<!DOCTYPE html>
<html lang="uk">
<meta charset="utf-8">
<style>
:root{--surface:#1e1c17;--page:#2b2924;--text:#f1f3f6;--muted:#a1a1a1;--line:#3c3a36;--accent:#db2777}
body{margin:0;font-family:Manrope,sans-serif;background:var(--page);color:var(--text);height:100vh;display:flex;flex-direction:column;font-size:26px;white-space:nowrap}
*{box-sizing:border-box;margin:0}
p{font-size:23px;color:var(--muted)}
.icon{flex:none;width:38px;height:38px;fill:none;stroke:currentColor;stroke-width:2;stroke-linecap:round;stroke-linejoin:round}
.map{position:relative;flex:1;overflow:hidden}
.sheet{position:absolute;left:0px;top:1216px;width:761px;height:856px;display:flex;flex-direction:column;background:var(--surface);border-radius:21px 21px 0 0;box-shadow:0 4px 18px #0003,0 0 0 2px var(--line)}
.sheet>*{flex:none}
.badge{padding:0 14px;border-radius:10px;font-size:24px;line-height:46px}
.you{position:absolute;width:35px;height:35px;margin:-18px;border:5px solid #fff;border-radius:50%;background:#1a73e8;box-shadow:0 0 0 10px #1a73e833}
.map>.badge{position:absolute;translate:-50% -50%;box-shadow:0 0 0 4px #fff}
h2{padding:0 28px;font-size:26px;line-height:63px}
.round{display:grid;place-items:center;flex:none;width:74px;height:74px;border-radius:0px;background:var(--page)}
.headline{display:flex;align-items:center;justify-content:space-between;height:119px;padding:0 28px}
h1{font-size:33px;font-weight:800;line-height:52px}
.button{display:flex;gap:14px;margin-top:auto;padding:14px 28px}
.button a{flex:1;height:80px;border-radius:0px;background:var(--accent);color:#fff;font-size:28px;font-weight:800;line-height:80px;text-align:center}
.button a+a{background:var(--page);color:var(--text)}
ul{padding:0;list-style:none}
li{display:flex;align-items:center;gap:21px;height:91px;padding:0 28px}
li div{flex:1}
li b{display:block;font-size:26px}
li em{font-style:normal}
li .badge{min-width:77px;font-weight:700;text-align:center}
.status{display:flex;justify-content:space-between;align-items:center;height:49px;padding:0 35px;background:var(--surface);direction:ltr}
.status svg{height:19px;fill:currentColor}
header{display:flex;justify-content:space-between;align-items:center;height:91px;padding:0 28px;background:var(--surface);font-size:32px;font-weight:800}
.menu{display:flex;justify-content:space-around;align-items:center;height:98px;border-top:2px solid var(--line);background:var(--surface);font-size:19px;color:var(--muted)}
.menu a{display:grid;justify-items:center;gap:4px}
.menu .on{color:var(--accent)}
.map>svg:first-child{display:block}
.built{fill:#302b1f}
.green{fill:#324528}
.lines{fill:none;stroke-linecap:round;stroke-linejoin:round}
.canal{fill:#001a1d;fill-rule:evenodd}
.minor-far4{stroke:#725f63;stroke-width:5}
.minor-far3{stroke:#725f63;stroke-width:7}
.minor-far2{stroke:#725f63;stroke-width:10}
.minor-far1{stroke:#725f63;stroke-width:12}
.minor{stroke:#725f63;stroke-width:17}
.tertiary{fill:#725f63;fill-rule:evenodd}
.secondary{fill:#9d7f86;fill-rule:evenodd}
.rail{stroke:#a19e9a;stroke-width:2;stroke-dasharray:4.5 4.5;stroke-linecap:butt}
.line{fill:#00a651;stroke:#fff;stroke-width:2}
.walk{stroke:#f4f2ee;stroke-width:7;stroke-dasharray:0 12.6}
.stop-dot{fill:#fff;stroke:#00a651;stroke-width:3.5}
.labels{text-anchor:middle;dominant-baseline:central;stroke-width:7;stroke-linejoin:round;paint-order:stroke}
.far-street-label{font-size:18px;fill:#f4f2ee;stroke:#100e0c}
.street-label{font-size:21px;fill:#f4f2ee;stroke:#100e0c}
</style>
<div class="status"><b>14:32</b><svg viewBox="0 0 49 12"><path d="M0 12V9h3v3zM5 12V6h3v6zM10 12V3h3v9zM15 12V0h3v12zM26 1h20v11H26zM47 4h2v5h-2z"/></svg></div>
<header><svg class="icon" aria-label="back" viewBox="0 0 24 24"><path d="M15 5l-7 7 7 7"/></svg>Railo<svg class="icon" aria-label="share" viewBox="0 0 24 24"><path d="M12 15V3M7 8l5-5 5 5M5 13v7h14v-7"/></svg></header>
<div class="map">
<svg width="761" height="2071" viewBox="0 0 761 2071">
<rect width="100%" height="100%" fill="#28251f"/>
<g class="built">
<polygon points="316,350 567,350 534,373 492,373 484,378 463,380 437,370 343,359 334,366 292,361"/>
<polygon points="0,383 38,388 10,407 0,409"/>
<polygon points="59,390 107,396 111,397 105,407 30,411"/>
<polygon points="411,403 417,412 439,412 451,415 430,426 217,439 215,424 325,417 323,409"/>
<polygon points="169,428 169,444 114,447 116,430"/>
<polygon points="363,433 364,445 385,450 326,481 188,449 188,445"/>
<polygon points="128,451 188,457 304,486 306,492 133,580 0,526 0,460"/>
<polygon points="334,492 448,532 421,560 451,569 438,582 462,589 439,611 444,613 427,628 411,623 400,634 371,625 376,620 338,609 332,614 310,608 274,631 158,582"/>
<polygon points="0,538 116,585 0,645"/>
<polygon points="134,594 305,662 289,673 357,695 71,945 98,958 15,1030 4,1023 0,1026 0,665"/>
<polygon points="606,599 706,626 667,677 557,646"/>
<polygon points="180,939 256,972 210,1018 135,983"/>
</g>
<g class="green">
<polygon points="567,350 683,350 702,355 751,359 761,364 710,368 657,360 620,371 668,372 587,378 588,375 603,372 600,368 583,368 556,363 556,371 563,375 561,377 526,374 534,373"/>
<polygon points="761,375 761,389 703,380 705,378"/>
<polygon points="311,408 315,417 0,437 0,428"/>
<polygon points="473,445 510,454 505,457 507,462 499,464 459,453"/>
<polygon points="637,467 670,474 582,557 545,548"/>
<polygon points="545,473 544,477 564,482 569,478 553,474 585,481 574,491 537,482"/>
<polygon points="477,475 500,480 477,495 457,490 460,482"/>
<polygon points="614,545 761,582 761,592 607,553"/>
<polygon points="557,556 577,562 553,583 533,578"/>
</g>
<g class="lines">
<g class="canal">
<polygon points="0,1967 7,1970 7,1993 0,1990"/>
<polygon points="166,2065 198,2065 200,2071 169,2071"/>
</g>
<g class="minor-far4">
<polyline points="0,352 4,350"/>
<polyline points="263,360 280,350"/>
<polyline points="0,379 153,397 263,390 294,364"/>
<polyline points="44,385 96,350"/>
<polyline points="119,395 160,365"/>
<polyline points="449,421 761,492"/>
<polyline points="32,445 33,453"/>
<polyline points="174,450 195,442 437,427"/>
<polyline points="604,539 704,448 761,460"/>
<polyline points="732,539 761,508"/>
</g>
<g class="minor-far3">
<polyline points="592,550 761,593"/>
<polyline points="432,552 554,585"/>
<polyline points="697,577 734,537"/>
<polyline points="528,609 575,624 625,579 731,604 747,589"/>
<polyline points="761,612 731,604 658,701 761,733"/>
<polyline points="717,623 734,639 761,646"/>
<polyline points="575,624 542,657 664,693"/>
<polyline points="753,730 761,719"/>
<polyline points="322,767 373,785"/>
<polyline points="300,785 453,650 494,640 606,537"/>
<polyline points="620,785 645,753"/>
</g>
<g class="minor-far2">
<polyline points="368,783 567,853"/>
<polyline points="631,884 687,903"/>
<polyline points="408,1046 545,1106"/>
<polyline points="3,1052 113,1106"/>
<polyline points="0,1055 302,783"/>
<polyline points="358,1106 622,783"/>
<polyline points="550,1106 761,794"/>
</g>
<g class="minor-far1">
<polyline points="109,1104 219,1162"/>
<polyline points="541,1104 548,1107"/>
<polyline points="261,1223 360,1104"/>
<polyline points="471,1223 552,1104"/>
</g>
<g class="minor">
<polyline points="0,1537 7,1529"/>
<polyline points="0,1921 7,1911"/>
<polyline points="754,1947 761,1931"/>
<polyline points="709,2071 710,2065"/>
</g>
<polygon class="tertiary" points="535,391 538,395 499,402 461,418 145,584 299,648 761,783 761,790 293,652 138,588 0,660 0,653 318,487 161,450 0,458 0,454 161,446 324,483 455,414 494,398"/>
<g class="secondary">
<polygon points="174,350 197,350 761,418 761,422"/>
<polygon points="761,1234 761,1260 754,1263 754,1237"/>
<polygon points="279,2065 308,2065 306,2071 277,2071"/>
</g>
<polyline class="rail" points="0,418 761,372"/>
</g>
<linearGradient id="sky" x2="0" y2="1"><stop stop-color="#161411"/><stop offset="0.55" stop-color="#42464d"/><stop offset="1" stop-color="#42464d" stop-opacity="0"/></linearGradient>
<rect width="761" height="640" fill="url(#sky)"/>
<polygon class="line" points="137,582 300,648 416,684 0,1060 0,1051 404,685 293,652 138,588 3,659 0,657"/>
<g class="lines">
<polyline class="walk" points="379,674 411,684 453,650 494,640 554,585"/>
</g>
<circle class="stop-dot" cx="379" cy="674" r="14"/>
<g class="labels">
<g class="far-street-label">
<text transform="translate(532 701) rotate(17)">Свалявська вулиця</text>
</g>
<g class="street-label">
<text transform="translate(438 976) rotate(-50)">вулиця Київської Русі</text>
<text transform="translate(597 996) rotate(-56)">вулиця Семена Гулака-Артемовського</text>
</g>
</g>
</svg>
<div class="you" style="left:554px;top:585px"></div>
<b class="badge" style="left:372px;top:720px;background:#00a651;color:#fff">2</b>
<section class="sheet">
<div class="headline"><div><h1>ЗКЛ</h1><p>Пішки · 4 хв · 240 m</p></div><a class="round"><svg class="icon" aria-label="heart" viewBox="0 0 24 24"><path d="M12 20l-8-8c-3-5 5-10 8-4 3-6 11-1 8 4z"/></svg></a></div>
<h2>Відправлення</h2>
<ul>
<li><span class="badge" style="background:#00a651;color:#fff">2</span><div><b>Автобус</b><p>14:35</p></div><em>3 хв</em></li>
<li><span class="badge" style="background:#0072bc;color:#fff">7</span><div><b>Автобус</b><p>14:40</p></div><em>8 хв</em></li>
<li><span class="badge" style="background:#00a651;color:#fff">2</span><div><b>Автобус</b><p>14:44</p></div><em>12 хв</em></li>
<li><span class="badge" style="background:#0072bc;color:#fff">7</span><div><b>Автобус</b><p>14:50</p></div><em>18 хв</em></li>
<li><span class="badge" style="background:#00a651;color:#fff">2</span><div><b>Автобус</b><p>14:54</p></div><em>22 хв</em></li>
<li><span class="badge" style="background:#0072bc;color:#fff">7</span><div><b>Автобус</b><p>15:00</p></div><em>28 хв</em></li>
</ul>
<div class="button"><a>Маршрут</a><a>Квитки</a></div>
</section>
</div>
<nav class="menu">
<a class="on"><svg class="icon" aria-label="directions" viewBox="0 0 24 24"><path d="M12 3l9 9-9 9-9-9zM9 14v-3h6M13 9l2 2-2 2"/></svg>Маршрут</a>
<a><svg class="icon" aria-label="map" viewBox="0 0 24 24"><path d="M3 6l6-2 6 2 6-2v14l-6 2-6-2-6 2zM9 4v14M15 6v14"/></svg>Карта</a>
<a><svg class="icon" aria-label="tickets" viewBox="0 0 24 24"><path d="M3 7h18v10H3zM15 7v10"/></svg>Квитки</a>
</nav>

..........

### Prompt
Throughout the data above, find each line that includes the string "column"; state only how many there are.

### Result of this exercise
2